Former New York State governor Eliot Spitzer (D) has thrown his hat in the ring for state comptroller. He will be running against Kristin Davis (R) for the same seat, along with other less well-known candidates.
Spitzer, you may recall, resigned in 2008 as governor after it was revealed he was Client No. 9 [PDF] in a federal case in which four defendants (not named Spitzer) were charged in regards to prostitution enterprise over state lines.
Davis, you will further recall, was the so-called “Manhattan Madam” arrested and prosecuted in the sweep of the prostitution ring related to the Spitzer scandal.
The popcorn is done, you may serve yourselves and make yourselves comfortable.
When you’re done laughing, that is.
When you’ve finished wiping the tears from laughing so hard, you may also want to revisit the case that caused Spitzer to resign.
Further, you may also want to take careful note of these key dates and events:
14-FEB-2008 — An op-ed written by Eliot Spitzer, Predatory Lenders’ Partner in Crime, was published in the Washington Post.
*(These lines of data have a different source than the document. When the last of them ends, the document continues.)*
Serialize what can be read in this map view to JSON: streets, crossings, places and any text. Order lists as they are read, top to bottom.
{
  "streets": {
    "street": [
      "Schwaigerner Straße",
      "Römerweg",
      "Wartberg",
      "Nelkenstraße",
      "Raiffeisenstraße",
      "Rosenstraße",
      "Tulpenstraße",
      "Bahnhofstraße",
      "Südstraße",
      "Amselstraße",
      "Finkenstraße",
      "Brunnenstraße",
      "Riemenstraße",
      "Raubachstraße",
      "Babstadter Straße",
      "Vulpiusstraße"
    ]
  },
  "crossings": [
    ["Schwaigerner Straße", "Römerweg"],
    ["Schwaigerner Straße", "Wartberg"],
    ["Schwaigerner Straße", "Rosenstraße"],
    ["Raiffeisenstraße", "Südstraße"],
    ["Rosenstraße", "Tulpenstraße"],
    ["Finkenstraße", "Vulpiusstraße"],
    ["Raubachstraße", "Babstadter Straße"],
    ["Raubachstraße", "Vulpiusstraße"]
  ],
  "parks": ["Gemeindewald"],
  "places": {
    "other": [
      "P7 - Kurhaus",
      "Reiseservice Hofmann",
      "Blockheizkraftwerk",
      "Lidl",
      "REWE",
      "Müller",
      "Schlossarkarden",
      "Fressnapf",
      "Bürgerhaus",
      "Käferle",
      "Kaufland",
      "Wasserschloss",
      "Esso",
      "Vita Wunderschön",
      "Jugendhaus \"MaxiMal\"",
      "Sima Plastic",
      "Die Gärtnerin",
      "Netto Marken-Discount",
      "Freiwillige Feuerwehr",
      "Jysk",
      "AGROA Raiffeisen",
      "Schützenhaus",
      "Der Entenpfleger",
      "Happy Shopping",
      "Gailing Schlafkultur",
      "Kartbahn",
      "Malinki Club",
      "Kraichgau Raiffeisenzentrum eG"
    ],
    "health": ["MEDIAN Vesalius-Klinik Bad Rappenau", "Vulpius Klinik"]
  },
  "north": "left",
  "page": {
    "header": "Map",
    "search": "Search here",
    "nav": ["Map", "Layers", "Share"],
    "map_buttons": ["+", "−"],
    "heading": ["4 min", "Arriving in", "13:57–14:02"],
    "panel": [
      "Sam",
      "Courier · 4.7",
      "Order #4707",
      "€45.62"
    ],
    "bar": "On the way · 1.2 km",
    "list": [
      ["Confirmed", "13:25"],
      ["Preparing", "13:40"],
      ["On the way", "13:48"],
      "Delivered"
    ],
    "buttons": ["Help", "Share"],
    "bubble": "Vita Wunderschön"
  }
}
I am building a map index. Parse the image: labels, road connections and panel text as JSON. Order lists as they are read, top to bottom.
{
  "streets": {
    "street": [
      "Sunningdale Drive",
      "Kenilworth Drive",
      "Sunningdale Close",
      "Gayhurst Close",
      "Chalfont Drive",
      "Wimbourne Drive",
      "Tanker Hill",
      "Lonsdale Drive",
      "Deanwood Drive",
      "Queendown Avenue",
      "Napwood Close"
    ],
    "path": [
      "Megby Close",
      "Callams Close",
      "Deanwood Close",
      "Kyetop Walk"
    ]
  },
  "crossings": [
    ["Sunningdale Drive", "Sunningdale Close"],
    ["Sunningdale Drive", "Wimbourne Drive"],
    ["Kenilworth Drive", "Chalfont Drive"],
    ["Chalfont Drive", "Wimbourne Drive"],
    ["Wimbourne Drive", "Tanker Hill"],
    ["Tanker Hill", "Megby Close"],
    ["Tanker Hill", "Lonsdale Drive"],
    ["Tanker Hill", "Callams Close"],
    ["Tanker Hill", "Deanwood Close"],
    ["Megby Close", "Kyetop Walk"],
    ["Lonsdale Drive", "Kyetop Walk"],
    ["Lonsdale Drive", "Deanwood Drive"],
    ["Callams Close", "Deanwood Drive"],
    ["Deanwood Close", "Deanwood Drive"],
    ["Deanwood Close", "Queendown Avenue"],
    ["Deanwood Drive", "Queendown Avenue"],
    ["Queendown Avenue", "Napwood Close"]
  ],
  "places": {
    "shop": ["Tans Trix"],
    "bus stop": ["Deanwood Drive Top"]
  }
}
It called out the White House about its actions which thwarted efforts of states’ attorneys general to prosecute predatory lending.
14-FEB-2008 — Spitzer gave testimony this same date to the U.S. House Committee on Financial Services.
10-MAR-2008 — It was first revealed to the public that Spitzer was linked to a prostitution ring.
12-MAR-2008 — Then-governor Spitzer resigned.
14-MAR-2008 — The Fed Reserve initially agrees to loan Bear Stearns at least $25 billion; within two days, Bear Stearns is sold to J. P. Morgan for only $2/share, a mere fraction of its worth a month earlier when it traded for well over $100/share.
The 2008 financial crisis was set in motion by the cascading pressure for liquidity after Bear Stearns collapsed.
A number of folks near and dear to us looked into the origins of the investigation that caught up Spitzer; it’s been said Spitzer’s bank turned over suspicious activity to the IRS. However, in light of recent disclosures about domestic spying and datamining, it might be worth asking again whether some other surveillance tripped up Spitzer — especially after the hinky extension on the original wiretap that snagged a call related to Spitzer.
Perhaps this is why Spitzer feels comfortable attempting a political comeback.
And perhaps he knows why the rest of the prostitution ring’s clients — a substantive number of them employed by Too-Big-To-Fail financial institutions — weren’t disclosed as he was.
In any event, the New York comptroller’s race ought to be highly entertaining if not informative. Stock up on popcorn, kids, and buy some popcorn futures.